* _Task details_
From the records below, copy each line that has the word "tiles" in it.

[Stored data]
● ● ●

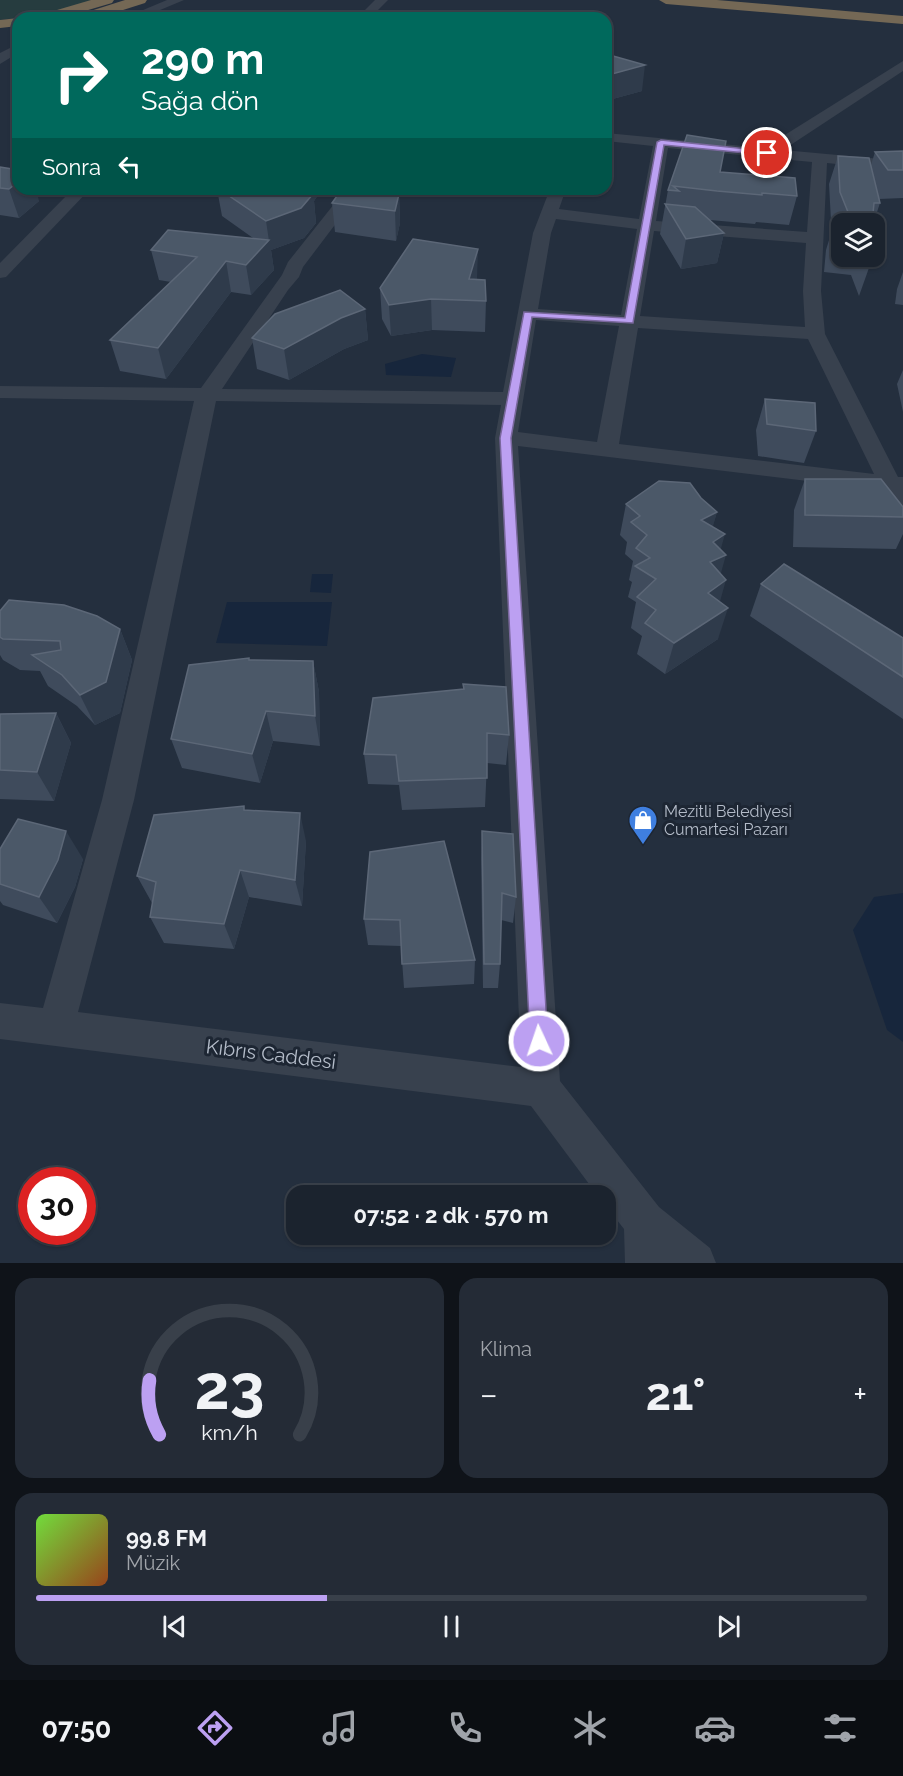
<!DOCTYPE html>
<html lang="tr">
<head>
<meta charset="utf-8">
<style>
  body { margin:0; font-family:Raleway,sans-serif; background:#242b36; color:#f1f3f6; height:100vh; display:flex; flex-direction:column; font-size:22px; white-space:nowrap }
  * { box-sizing:border-box; margin:0 }
  p { font-size:20px; color:#a0a4aa }
  .icon { flex:none; width:33px; height:33px; fill:none; stroke:currentColor; stroke-width:2; stroke-linecap:round; stroke-linejoin:round }
  .map { position:relative; height:1263px; overflow:hidden }
  .panel { display:flex; flex-direction:column; gap:15px; padding:15px; background:#0f1319; flex:1 }
  .panel>* { flex:none }
  .hud { position:absolute; left:12px; top:12px; width:600px; height:183px; border-radius:18px; box-shadow:0 2px 4px #0004,0 0 0 2px #39404a; background:#00695c; color:#fff; overflow:hidden }
  .fabs { position:absolute; left:831px; top:213px; display:grid; gap:12px }
  .fabs a { display:grid; place-items:center; width:54px; height:54px; border-radius:12px; background:#1b232e; box-shadow:0 2px 4px #0004,0 0 0 2px #39404a; font-size:30px }
  .speed { position:absolute; left:18px; top:1167px; display:flex; gap:12px; font-size:30px; font-weight:700; text-align:center }
  .speed>* { display:grid; place-content:center; width:78px; height:78px; border-radius:50%; background:#1b232e; box-shadow:0 2px 4px #0004,0 0 0 2px #39404a; line-height:1 }
  .speed .limit { border:9px solid #d22; background:#fff; color:#111 }
  .pin { position:absolute; display:grid; place-items:center; width:51px; height:51px; color:#fff; margin:-26px; border:3px solid #fff; border-radius:50%; box-shadow:0 2px 6px #0007 }
  .me { position:absolute; width:66px; margin:-33px; rotate:357deg; stroke-linejoin:round; filter:drop-shadow(0 0 4px #0008) }
  .turn { display:flex; align-items:center; gap:21px; height:126px; padding:0 30px; font-size:27px }
  .turn .icon { width:78px; height:78px; stroke-width:2.5 }
  .turn b { display:block; font-size:42px; line-height:51px }
  .then { display:flex; align-items:center; height:57px; padding:0 30px; background:#0003; gap:12px; font-size:22px }
  .big { font-size:45px; font-weight:700; line-height:1.1 }
  .panel .tile { flex:1; display:flex; flex-direction:column; justify-content:center; gap:9px; min-width:0; padding:0 21px; border-radius:18px; background:#242b36 }
  .panel .dial { align-items:center; gap:0 }
  .dial svg { height:156px; overflow:visible; fill:none; stroke:#39404a; stroke-width:7; stroke-linecap:round; text-anchor:middle }
  .dial text { fill:#f1f3f6; stroke:none }
  .song { display:flex; align-items:center; gap:18px }
  .cover { width:72px; height:72px; border-radius:9px; background:linear-gradient(135deg,hsl(100 70% 55%),hsl(20 70% 35%)) }
  .played { height:6px; border-radius:3px; background:linear-gradient(90deg,#bca0f2 35%,#39404a 35%) }
  .keys { display:flex; justify-content:space-around; direction:ltr }
  .heat { display:flex; justify-content:space-between; align-items:center; font-size:33px; direction:ltr }
  .panel .tiles { flex:1; display:grid; gap:15px; grid-template-columns:1fr 1fr }
  .tile:last-child { grid-column:span 2 }
  .trip { position:absolute; left:286px; top:1185px; width:330px; height:60px; border-radius:18px; background:#1b232e; box-shadow:0 2px 4px #0004,0 0 0 2px #39404a; font-weight:700; line-height:60px; text-align:center }
  .tabs { display:flex; height:96px; justify-content:space-around; align-items:center; background:#0b0e12; color:#a0a4aa }
  .tabs .icon { width:42px; height:42px }
  .tabs .active { color:#bca0f2 }
  .tabs b { font-size:27px; color:#f1f3f6 }
  .map>svg:first-child { display:block }
  .green { fill:#263c3f }
  .water { fill:#17263c }
  .lines { fill:none; stroke-linecap:round; stroke-linejoin:round }
  .minor { fill:#38414e; fill-rule:evenodd }
  .highway { fill:#746855; fill-rule:evenodd }
  .wall { fill:#3f4b5c }
  .shaded-wall { fill:#2f3b4b }
  .building { fill:#4b5868; stroke:#5c6777; stroke-width:1.5 }
  .route { fill:#bca0f2; stroke:#7a689d; stroke-width:1.5 }
  .labels { text-anchor:middle; dominant-baseline:central; stroke-width:6; stroke-linejoin:round; paint-order:stroke }
  .poi-label { font-size:16px; fill:#b4bcc9; stroke:#1d2633; text-anchor:start }
  .near-street-label { font-size:20px; fill:#b4bcc9; stroke:#1d2633 }
</style>
</head>
<body>
<div class="map">
<svg width="903" height="1263" viewBox="0 0 903 1263">
  <rect width="100%" height="100%" fill="#242f3e"/>
  <path class="green" d="M0 0H95L59 12 0 20Z"/>
  <g class="water">
    <path d="M422 354 456 358 451 377 386 375 385 364Z"/>
    <path d="M312 574H333L331 593 310 592Z"/>
    <path d="M227 602H332L327 646 216 643Z"/>
    <path d="M903 893V1042L887 1030 853 930 874 897Z"/>
  </g>
  <g class="lines">
    <g class="minor">
      <path d="M167 0H184L141 18H124Z"/>
      <path d="M375 0H388L370 18H357Z"/>
      <path d="M18 44V53L0 64V53Z"/>
      <path d="M903 61V71L783 150 903 161V171L827 163 821 291 825 334 898 477H903V517L895 515 882 490 518 446 560 1081 659 1207 710 1248 716 1263H625L624 1229 606 1206V1196H598L531 1106 0 1039V1003L43 1008 102 800 194 401 0 398V386L201 388 282 275 288 262 346 189H362L303 267 299 277 288 290 222 389 503 392 533 233 550 189H566L559 209 639 219 653 146 606 141V133L764 148ZM668 148 812 162 807 232 656 221ZM556 219 637 229 621 315 538 309 551 233ZM654 231 806 243 803 291 805 327 640 316ZM536 320 619 326 597 442 518 432ZM638 328 808 339 874 474 619 444ZM216 401 501 405 495 438 521 1067 78 1012 134 800Z"/>
      <path d="M73 189H90L6 277 0 278V263Z"/>
    </g>
    <g class="highway">
      <path d="M91 0H114L112 3 61 18H38L40 15Z"/>
      <path d="M125 0H147L145 3 98 18 79 17 81 14Z"/>
      <path d="M659 0H717L903 16V24L666 4Z"/>
      <path d="M18 18V26L0 28V20L18 18H20Z"/>
    </g>
  </g>
  <g class="wall">
    <path d="M606 54 642 91 609 100 606 99Z"/>
    <path d="M687 135 720 172 797 196 789 225 756 222 755 224 710 220 724 233 717 263 681 269 660 234 668 190Z"/>
    <path d="M903 151V198L879 199 880 203 873 224H842V256H870V265L859 296 851 275 824 272 826 250 833 227 831 221 829 184 838 156 871 165 875 152Z"/>
    <path d="M0 167 39 201 19 218 0 215Z"/>
    <path d="M217 189H322L314 201 316 223 304 238 271 250 274 270 251 295 231 292 166 379 120 371 110 340 171 282 159 280 151 250 253 238 222 216Z"/>
    <path d="M399 194 400 223 396 241 335 232 332 203Z"/>
    <path d="M903 272V305L895 304 897 289Z"/>
    <path d="M477 280 486 301 485 332 432 330 391 336 382 319 380 288Z"/>
    <path d="M365 309 368 340 344 349 289 380 257 369 252 338Z"/>
    <path d="M903 370V412L897 384Z"/>
    <path d="M765 399 816 431 804 463 758 456 756 430Z"/>
    <path d="M805 479 903 507V534L896 549 793 547 794 510Z"/>
    <path d="M701 498 717 512 712 527 721 550 720 602 718 639 665 674 637 654 642 636 631 628 636 602 628 597 632 582 629 580 633 561 625 554 627 542 620 535 626 504Z"/>
    <path d="M761 584 903 638V719L750 616Z"/>
    <path d="M0 611 120 629 132 660 120 713 95 725 77 706 48 686 40 671 20 670 3 660 0 655Z"/>
    <path d="M250 660 313 661 319 692 320 746 273 741 260 783 182 768 171 739Z"/>
    <path d="M463 684 509 735 506 765 487 763 485 807 402 810 399 785 368 784 364 754 463 689Z"/>
    <path d="M56 713 71 743 54 801 0 799V714Z"/>
    <path d="M245 810 306 841 302 906 249 897 234 949 164 943 150 917 153 903H152L137 876Z"/>
    <path d="M482 831 516 897 513 923 501 920 500 964 498 988H483L481 859Z"/>
    <path d="M0 849 83 859 75 887 57 923 3 905 0 901Z"/>
    <path d="M370 852 475 960 474 984 404 988 401 946 368 945 364 919Z"/>
  </g>
  <g class="shaded-wall">
    <path d="M645 65 642 91 609 100 612 74Z"/>
    <path d="M18 182V189H36L39 201 19 218 9 189Z"/>
    <path d="M299 189H322L314 201 316 223 304 238 271 250 274 270 251 295 246 265 269 241 266 221Z"/>
    <path d="M399 194 400 223 396 241 395 211Z"/>
    <path d="M724 233 717 263 681 269 686 239Z"/>
    <path d="M478 249 477 279 471 301 469 279Z"/>
    <path d="M226 261 231 292 166 379 158 348Z"/>
    <path d="M431 299 432 330 391 336 389 305Z"/>
    <path d="M365 309 368 340 344 349 289 380 284 349 341 318Z"/>
    <path d="M717 512 708 544 701 520Z"/>
    <path d="M725 534 718 559 726 555 717 587 701 594 713 542Z"/>
    <path d="M726 580 717 612 708 593Z"/>
    <path d="M728 608 718 639 665 674 674 643Z"/>
    <path d="M120 629 132 660 120 713 95 725 80 695Z"/>
    <path d="M313 661 319 692 320 746 315 716Z"/>
    <path d="M266 711 273 741 260 783 252 754Z"/>
    <path d="M56 713 71 743 54 801 37 772Z"/>
    <path d="M300 813 306 841 302 906 295 880Z"/>
    <path d="M66 831 83 859 75 887 57 923 39 897Z"/>
    <path d="M240 870 249 897 234 949 224 924Z"/>
  </g>
  <g class="building">
    <path d="M606 54 645 65 612 74 606 72Z"/>
    <path d="M687 135 726 141 720 172 795 178 797 196 762 193V195L717 191 673 186 679 191 668 190Z"/>
    <path d="M903 151V170H888L875 152Z"/>
    <path d="M838 156 869 158 880 203H874L872 224H842V243L833 242 835 220 852 222 840 192Z"/>
    <path d="M0 167 18 170V182L9 189 0 188Z"/>
    <path d="M219 189H302L313 194 301 208 266 221Z"/>
    <path d="M342 189H356L399 194 395 211 332 203Z"/>
    <path d="M665 204 695 207 724 233 686 239Z"/>
    <path d="M168 230 269 240 246 265 226 261 158 348 110 340 197 257 151 250Z"/>
    <path d="M413 239 478 249 469 279 485 280 486 301 431 299 389 305 380 288Z"/>
    <path d="M866 256H870V265Z"/>
    <path d="M340 290 365 309 341 318 284 349 252 338 275 314Z"/>
    <path d="M765 399 815 403 816 431 767 424Z"/>
    <path d="M805 479H881L903 507V517L805 515Z"/>
    <path d="M659 481 690 483 701 498 717 512 701 520 725 534 713 542 726 555 710 562 726 580 708 593 728 608 674 643 645 623 656 610 637 597 656 579 635 566 650 558 636 548 647 535 631 522 640 516 626 504Z"/>
    <path d="M784 564 903 638V677L761 584Z"/>
    <path d="M9 600 64 605 97 616 120 629 106 682 80 695 62 675 32 655 61 650 60 641 3 639 0 637V611Z"/>
    <path d="M249 658V660L313 661 315 716 266 711 252 754 171 739 189 665Z"/>
    <path d="M463 684 506 687 509 735 487 733V778L399 781 396 755 364 754 373 698 464 689Z"/>
    <path d="M56 713 37 772 0 770V714Z"/>
    <path d="M244 806V810L300 813 295 880 240 870 224 924 150 917 156 882 137 876 154 815Z"/>
    <path d="M18 819 66 831 58 860 39 897 0 884V849Z"/>
    <path d="M482 831 513 834 516 897 502 893 500 964H484Z"/>
    <path d="M444 841 475 960 402 964 400 920 364 919 370 852Z"/>
  </g>
  <path class="route" d="M661 140 767 151 771 153 767 155 664 145 633 323 532 317 511 438 548 1041 546 1048 539 1051 532 1048 530 1041 500 438 524 312 625 318 657 142Z"/>
  <defs>
    <g id="shop-pin" transform="scale(1.5)"><path d="M0 17L-7.5 6A9.5 9.5 0 1 1 7.5 6Z" fill="#3f7fe0" stroke="#1d2633"/><path d="M-5-2.5h2.3a2.7 3.5 0 0 1 5.4 0H5L5.5 6h-11ZM-1.5-2.5h3a1.5 2.3 0 0 0-3 0Z" fill="#fff"/></g>
  </defs>
  <g fill-rule="evenodd">
    <use href="#shop-pin" x="643" y="820"/>
  </g>
  <g class="labels">
    <g class="poi-label">
      <text x="664" y="811">Mezitli Belediyesi<tspan x="664" dy="18">Cumartesi Pazarı</tspan></text>
    </g>
    <g class="near-street-label">
      <text transform="translate(271 1054) rotate(7)">Kıbrıs Caddesi</text>
    </g>
  </g>
</svg>
<div class="fabs">
<a><svg class="icon" aria-label="layers" viewBox="0 0 24 24"><path d="M12 4l9 5-9 5-9-5zM3 14l9 5 9-5"/></svg></a>
</div>
<div class="speed"><div class="limit">30</div></div>
<div class="pin" style="left:767px;top:153px;background:#d93025"><svg class="icon" aria-label="arrive" viewBox="0 0 24 24"><path d="M6 21V4h12l-3 4 3 4H6"/></svg></div>
<svg class="me" style="left:539px;top:1041px" viewBox="-20 -20 40 40"><circle r="17" fill="#bca0f2" stroke="#fff" stroke-width="3"/><path d="M0-11L8 9 0 5-8 9z" fill="#fff"/></svg>
<div class="trip">07:52 · 2 dk · 570 m</div>
<div class="hud">
<div class="turn"><svg class="icon" aria-label="right" viewBox="0 0 24 24"><path d="M7 20v-9h11M14 6l5 5-5 5"/></svg><div><b>290 m</b>Sağa dön</div></div>
<div class="then">Sonra<svg class="icon" aria-label="left" viewBox="0 0 24 24"><path d="M17 20v-9H6M10 6l-5 5 5 5"/></svg></div>
</div>
</div>
<section class="panel">
<div class="tiles">
<div class="tile dial"><svg viewBox="0 0 100 80">
<path d="M14 69A42 42 0 1 1 86 69"/>
<path d="M14 69A42 42 0 0 1 9 41" stroke="#bca0f2"/>
<text x="50" y="56" font-size="32" font-weight="700">23</text>
<text x="50" y="72" font-size="11">km/h</text>
</svg></div>
<div class="tile"><p>Klima</p>
<div class="heat"><a>−</a><b class="big">21°</b><a>+</a></div>
</div>
<div class="tile">
<div class="song"><i class="cover"></i><div><b>99.8 FM</b><p>Müzik</p></div></div>
<div class="played"></div>
<div class="keys"><svg class="icon" aria-label="previous" viewBox="0 0 24 24"><path d="M18 5L8 12l10 7zM5 5v14"/></svg><svg class="icon" aria-label="pause" viewBox="0 0 24 24"><path d="M8 5v14M16 5v14"/></svg><svg class="icon" aria-label="next" viewBox="0 0 24 24"><path d="M6 5l10 7-10 7zM19 5v14"/></svg></div>
</div>
</div>
</section>
<nav class="tabs">
<b>07:50</b>
<svg class="icon active" aria-label="directions" viewBox="0 0 24 24"><path d="M12 3l9 9-9 9-9-9zM9 14v-3h6M13 9l2 2-2 2"/></svg>
<svg class="icon" aria-label="music" viewBox="0 0 24 24"><path d="M9 18V5l10-2v13"/><circle cx="6" cy="18" r="3"/><circle cx="16" cy="16" r="3"/></svg>
<svg class="icon" aria-label="phone" viewBox="0 0 24 24"><path d="M5 4h4l2 5-3 2q2 4 5 5l2-3 5 2v4C11 20 4 13 5 4z"/></svg>
<svg class="icon" aria-label="climate" viewBox="0 0 24 24"><path d="M12 3v18M4 7l16 10M4 17L20 7"/></svg>
<svg class="icon" aria-label="car" viewBox="0 0 24 24"><path d="M5 17H2v-5l4-1 3-4h7l3 4 3 1v5h-3M9 17h6M6 11h13"/><circle cx="7" cy="17" r="2"/><circle cx="17" cy="17" r="2"/></svg>
<svg class="icon" aria-label="filters" viewBox="0 0 24 24"><path d="M4 7h16M4 17h16"/><circle cx="9" cy="7" r="2"/><circle cx="15" cy="17" r="2"/></svg>
</nav>
</body>
</html>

● ● ●

* _Task answer_
  .panel .tiles { flex:1; display:grid; gap:15px; grid-template-columns:1fr 1fr }
<div class="tiles">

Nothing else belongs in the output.